Former Renault technical director Pat Symonds says Formula 1 teams should be applauded for at least trying out radical ideas like the movable rear wing this year, even though the concept may lead to controversy by making passing too easy.
At the AUTOSPORT International motorsports show, Symonds said that he is genuinely exited about the direction that new rules are taking the sport over the next few years.
"Is that [the movable rear wing] good or not? I don't know," he said. "What I am pleased to see is people being broad minded to try something like this – and it is a good bit of lateral thinking.
"The sport has been too conservative in the past, and that is because in the past one team was always able to veto the rules. With FOTA that has changed and now there is majority rule, so if 70 percent of teams think something should happen, it goes. So let's see how it works."
There has already been some skepticism about how effective the movable rear wing will be – and also that it could make passing so easy that it turns the races into a lottery. Symonds says it is too early to judge what the new wing's impact will be, but thinks it will almost certainly throw F1 strategy up in the air.
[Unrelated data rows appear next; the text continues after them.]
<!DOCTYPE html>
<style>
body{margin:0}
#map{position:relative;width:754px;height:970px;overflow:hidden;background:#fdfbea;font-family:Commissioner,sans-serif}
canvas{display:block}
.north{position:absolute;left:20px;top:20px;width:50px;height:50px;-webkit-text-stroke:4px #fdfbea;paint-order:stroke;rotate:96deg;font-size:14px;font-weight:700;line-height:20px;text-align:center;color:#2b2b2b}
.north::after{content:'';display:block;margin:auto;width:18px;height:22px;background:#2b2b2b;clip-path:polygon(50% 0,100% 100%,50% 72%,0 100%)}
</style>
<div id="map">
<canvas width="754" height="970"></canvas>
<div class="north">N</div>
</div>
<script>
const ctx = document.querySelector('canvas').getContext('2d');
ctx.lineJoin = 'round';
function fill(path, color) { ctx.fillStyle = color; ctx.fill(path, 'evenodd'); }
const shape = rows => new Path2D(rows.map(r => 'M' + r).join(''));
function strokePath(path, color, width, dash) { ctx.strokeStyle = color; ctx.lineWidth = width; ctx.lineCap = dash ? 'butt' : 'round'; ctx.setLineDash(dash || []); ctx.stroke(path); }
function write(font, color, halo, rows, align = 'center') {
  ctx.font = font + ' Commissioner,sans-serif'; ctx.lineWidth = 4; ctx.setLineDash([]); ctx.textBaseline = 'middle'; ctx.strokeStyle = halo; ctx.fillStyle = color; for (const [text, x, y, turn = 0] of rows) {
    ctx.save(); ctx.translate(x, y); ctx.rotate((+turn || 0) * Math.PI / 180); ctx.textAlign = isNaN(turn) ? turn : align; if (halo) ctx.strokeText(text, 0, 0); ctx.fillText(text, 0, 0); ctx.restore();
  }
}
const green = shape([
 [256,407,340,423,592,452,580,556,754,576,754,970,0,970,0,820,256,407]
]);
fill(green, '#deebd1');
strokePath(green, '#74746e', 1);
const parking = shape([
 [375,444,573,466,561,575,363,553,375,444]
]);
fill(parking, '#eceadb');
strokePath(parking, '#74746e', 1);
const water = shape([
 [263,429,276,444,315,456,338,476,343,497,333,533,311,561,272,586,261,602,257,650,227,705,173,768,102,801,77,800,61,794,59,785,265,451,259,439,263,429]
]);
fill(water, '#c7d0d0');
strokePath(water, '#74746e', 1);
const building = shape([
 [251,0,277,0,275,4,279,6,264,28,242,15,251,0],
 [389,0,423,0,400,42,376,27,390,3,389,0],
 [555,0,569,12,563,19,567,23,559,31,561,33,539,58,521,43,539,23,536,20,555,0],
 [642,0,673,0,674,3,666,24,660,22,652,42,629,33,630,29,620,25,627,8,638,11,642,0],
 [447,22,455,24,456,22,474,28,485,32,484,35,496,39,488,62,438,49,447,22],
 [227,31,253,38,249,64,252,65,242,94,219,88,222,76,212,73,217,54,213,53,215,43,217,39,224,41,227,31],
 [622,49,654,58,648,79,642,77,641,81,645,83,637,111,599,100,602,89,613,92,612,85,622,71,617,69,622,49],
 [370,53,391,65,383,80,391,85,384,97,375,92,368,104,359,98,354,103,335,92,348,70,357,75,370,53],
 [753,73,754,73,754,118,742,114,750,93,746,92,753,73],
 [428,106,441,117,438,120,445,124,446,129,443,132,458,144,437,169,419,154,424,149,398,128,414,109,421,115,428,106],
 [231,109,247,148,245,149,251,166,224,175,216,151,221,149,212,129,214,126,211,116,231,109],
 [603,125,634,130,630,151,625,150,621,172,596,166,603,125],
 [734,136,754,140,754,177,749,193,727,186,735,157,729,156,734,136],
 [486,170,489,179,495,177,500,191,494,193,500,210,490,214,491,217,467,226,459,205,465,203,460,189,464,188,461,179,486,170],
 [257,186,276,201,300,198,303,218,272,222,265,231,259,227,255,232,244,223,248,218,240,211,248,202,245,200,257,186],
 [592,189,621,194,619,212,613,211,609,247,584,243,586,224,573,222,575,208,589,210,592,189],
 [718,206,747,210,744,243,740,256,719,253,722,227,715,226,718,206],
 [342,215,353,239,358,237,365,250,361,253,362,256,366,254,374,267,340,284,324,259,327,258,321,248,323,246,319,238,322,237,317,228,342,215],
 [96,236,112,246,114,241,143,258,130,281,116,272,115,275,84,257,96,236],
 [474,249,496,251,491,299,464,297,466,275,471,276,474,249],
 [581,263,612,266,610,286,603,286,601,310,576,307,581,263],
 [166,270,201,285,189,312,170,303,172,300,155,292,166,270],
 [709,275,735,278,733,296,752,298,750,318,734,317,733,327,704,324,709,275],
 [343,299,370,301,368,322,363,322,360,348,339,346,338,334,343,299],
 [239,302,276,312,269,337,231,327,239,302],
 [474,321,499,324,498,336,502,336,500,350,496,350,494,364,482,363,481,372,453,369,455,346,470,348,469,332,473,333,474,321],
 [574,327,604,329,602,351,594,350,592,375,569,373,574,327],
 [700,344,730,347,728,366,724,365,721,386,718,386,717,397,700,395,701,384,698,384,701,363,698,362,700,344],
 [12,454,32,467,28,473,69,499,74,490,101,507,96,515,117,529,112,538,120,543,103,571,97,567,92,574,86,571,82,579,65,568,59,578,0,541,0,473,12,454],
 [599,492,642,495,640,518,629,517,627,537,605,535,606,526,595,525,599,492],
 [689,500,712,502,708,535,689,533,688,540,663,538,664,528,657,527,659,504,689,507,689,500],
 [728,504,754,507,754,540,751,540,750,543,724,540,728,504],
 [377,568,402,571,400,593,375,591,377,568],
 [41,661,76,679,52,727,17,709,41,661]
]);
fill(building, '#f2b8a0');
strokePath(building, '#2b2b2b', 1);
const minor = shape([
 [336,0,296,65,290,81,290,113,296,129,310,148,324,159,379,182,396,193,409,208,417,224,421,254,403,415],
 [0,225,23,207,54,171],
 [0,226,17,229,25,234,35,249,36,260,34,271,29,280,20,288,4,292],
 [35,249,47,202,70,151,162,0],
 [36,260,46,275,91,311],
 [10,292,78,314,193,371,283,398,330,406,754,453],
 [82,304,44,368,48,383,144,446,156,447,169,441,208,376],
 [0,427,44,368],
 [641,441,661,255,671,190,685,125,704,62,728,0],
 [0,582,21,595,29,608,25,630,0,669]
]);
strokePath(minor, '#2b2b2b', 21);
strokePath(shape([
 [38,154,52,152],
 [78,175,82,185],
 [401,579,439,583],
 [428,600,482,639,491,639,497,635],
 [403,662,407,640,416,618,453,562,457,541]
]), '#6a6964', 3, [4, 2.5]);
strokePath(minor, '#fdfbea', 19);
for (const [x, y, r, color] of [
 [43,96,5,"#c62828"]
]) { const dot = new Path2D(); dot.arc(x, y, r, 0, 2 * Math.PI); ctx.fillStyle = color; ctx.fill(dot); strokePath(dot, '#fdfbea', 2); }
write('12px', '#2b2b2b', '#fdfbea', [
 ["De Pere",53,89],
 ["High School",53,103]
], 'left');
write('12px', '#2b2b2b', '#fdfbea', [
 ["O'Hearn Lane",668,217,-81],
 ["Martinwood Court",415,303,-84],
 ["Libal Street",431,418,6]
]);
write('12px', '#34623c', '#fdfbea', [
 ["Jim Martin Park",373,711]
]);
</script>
"The thing I worry about is that if you are close to someone on the last lap, then you want to be behind them rather than in front of them as it is almost a given you will lose the position. That will have a big impact on race strategy. Overtaking should not be too easy. It should be like a goal in football [soccer], not a basket in basketball."
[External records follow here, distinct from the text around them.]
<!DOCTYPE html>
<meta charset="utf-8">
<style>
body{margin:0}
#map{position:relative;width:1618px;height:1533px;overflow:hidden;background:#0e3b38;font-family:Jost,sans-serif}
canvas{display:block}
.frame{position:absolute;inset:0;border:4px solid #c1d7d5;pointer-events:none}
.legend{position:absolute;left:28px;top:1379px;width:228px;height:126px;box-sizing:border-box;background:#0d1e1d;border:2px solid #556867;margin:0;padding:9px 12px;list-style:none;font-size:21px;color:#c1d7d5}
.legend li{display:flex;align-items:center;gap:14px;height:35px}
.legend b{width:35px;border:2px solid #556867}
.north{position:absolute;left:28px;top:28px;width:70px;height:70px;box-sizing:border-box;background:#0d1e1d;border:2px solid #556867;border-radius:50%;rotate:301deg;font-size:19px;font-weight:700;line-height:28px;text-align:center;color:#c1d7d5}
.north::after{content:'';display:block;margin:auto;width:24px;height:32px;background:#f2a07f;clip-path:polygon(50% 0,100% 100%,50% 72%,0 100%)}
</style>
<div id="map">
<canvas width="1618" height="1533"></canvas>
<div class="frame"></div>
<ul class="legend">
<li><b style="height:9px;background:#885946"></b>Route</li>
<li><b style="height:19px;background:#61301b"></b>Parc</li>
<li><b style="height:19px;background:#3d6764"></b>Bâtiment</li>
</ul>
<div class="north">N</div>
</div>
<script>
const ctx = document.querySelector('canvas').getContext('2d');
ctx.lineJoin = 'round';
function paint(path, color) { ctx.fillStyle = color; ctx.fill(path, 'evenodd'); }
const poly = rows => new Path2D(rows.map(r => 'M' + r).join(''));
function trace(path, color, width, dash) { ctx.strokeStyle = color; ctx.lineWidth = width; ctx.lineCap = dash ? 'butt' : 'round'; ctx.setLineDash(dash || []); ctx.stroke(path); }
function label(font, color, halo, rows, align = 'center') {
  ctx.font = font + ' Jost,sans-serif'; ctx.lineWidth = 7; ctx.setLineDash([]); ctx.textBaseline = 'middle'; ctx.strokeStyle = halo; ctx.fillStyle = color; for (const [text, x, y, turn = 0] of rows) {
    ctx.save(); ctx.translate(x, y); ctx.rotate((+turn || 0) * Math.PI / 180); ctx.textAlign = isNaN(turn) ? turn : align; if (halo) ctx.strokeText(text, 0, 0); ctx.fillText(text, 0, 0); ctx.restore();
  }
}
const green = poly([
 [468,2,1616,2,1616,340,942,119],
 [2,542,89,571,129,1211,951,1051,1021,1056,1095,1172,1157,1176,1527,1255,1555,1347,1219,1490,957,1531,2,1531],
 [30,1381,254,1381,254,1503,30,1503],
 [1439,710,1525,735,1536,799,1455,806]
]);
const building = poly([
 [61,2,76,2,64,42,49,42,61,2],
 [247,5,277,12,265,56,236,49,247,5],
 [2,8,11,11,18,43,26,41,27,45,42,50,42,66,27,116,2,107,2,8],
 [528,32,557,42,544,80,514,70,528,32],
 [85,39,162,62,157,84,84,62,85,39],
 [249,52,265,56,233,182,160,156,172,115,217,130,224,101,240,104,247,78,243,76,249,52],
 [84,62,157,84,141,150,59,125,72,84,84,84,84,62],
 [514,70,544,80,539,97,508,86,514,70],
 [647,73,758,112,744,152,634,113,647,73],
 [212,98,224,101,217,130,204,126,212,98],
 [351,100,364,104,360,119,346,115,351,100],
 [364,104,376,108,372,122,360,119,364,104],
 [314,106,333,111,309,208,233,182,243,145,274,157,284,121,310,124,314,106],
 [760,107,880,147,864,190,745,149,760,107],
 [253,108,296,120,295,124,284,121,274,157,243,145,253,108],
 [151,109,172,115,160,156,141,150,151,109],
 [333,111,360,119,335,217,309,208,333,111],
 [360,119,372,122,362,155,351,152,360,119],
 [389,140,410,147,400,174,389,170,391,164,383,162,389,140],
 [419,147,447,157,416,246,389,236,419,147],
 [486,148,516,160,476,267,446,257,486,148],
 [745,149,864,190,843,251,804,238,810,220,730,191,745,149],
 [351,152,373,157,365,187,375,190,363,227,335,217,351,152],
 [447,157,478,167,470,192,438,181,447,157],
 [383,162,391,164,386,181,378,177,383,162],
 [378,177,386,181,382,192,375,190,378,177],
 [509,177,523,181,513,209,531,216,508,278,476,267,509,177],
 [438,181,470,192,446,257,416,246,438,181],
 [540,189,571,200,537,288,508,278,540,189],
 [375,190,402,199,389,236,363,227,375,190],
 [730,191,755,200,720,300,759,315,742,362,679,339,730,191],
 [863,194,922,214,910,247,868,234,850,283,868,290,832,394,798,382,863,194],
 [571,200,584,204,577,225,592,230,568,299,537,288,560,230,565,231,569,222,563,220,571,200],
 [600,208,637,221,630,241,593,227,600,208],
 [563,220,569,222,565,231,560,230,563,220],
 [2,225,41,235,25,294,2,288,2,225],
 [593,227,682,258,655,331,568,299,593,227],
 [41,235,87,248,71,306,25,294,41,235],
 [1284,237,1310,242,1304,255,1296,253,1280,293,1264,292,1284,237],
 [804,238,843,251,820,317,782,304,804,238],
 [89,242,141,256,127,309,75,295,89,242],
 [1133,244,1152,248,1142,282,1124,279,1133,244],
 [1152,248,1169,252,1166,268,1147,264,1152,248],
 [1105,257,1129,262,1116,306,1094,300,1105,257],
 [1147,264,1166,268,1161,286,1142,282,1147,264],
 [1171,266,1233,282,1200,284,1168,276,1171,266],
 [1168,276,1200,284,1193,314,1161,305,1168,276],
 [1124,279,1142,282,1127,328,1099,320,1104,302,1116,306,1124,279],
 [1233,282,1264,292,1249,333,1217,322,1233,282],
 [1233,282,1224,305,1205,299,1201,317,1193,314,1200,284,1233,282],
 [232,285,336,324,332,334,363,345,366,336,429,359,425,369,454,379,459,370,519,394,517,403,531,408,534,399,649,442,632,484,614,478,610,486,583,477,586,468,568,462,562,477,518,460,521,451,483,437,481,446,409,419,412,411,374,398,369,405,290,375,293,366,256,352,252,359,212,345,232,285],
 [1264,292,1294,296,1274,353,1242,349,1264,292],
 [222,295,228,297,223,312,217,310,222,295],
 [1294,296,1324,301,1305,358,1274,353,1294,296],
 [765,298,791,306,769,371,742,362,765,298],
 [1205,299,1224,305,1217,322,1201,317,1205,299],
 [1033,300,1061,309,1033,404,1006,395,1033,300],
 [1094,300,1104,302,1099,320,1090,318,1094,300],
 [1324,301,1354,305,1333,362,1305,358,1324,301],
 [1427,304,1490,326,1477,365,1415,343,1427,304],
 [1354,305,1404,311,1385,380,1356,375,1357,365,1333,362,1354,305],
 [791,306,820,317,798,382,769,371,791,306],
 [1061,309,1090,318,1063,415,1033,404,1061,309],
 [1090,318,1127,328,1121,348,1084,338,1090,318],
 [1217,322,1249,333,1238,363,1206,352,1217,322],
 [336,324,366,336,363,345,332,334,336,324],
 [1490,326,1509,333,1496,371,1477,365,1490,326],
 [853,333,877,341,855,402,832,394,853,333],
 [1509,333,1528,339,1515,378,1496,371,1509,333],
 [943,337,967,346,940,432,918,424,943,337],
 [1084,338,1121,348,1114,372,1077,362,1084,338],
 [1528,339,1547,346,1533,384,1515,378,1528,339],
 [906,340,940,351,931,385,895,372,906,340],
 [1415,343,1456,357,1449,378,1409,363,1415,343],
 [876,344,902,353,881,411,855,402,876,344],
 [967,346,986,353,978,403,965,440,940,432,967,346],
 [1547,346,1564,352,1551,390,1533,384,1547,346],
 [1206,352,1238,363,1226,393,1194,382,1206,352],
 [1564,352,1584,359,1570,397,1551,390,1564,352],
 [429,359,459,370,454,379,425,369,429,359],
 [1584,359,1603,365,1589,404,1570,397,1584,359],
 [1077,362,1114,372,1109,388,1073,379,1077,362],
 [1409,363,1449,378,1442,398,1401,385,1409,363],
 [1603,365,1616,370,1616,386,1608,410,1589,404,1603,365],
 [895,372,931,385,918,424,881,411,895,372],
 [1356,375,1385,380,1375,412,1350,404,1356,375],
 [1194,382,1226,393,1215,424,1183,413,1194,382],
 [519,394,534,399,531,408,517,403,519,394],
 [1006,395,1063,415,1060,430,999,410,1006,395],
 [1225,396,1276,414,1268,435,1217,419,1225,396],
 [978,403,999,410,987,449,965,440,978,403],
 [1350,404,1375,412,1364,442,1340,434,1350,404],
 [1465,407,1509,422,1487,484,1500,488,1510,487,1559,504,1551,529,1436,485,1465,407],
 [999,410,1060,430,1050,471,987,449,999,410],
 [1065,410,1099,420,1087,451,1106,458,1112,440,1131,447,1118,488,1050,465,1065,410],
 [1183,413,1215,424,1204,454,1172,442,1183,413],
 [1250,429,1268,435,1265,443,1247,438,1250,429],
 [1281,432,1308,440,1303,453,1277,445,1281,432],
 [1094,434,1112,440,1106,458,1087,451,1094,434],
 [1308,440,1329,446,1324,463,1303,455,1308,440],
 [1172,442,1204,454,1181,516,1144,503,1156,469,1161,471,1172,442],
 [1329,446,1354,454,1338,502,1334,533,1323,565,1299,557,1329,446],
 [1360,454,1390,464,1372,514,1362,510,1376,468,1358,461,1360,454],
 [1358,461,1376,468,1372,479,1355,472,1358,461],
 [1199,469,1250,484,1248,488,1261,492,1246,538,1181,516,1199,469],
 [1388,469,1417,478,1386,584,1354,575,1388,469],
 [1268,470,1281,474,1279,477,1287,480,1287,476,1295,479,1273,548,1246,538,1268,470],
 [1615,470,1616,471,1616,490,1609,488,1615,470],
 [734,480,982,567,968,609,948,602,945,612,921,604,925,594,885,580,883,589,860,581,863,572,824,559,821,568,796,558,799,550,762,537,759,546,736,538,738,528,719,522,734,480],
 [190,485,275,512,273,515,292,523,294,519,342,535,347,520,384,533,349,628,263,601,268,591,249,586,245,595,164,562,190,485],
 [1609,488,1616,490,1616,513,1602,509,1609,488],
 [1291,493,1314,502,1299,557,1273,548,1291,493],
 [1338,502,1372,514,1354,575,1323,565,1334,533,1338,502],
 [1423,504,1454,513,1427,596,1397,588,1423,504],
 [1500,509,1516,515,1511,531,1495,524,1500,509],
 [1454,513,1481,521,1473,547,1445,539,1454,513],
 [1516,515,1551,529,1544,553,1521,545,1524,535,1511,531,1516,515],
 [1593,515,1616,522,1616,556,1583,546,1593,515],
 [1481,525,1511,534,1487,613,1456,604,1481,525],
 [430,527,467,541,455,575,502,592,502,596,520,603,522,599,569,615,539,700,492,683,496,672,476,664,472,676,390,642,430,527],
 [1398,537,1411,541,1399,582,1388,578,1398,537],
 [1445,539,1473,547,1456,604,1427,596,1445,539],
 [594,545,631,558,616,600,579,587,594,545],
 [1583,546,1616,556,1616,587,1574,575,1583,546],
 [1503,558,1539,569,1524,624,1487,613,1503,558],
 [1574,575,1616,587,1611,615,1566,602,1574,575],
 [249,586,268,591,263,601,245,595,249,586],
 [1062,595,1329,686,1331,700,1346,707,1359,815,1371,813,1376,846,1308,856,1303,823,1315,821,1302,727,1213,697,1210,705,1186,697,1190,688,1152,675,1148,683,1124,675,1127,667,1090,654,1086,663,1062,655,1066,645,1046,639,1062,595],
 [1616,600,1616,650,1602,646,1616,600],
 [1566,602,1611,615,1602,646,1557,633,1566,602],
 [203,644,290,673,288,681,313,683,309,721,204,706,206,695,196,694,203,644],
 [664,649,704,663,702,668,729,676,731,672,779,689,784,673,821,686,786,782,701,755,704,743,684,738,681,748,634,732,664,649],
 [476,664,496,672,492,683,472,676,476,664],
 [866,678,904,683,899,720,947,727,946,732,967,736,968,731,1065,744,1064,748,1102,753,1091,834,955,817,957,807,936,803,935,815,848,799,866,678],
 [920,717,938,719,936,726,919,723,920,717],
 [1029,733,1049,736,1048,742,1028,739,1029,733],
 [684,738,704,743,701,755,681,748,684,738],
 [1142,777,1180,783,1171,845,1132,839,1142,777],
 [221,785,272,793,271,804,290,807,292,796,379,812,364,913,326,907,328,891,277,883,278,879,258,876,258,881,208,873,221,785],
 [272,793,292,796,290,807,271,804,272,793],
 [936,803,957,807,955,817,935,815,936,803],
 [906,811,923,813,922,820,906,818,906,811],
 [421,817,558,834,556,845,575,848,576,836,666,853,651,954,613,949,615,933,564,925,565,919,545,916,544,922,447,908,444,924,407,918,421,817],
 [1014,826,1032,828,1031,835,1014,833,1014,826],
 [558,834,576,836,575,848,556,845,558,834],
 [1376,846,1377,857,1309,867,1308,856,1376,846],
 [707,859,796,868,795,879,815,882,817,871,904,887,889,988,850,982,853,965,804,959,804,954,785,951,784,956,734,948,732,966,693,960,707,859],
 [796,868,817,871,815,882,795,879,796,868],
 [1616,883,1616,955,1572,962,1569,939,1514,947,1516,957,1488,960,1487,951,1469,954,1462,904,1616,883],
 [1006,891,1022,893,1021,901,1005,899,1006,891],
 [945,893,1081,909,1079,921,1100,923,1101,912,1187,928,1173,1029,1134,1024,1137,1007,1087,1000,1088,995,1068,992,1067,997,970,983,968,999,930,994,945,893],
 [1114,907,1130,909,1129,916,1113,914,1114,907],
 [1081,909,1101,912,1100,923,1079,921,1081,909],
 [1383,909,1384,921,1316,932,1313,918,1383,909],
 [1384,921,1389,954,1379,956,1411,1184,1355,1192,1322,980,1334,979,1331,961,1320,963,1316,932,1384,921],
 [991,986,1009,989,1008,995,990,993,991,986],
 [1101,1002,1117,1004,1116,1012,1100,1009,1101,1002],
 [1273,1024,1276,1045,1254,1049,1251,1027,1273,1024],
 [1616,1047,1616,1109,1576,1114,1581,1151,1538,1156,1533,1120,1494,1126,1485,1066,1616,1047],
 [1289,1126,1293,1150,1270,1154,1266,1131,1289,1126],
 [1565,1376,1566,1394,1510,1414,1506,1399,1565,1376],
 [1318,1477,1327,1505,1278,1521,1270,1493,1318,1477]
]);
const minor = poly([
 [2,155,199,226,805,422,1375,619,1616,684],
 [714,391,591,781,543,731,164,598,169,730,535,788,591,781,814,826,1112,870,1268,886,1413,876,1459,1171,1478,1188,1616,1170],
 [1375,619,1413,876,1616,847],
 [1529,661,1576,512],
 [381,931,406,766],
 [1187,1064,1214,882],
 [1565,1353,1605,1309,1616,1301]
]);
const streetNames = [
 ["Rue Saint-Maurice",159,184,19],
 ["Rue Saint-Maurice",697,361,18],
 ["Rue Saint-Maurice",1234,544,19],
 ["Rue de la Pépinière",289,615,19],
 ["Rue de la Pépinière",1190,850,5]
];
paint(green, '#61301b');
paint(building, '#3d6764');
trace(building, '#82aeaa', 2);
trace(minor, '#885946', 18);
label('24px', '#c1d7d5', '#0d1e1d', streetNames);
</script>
Symonds believes that the return of KERS to F1 is the right thing for the sport, with the "green" technology having been absent from F1 throughout 2010.
"I'm not sure there was an awful lot of logic in it [not being in F1 last year]," he explained. "Once it was there in 2009, it should have stayed. It is a little bit easier to use now because the minimum weight limit will be 640kg, and it was 605kg when it was last used.
"With the introduction of Pirelli, we have a regulated weight distribution – so there is not the old problem on that front. There is a little bit more logic in it. But getting rid of it last year was not sending the right message and was not logical."
Symonds also believes the FIA's push to introduce more economical engines is good news for F1, because it will make the sport more environmentally conscious and accountable for more green technology in road cars.
"I feel quite strongly about it," he said. "It is totally wrong to be so arrogant to say we are not using much fuel, because the amount of fuel used in F1 is nothing. But we have an absolute responsibility. The 2013 rules for power trains go well in this direction, and the teams have done a great job in doing it."
He added: "They really are a model for the future – and it is the way that road cars are going. F1 will accelerate that change."
One regulation overhaul that Symonds thinks the sport should reconsider is the budget cap, because he thinks that would help open the way for more technical innovation.
"F1 needs to have that technical image, and it is a very important part of the DNA," he said. "The current F1 cars all look the same. F1 is so sophisticated, so if you opened up the regulations, and put a budget cap on it, then you would not have teams going out of business.
"Can you police it? Of course you can. Every company has to produce accounts to the tax office and each year. So, if you follow proper accounting principals, of course you can do it."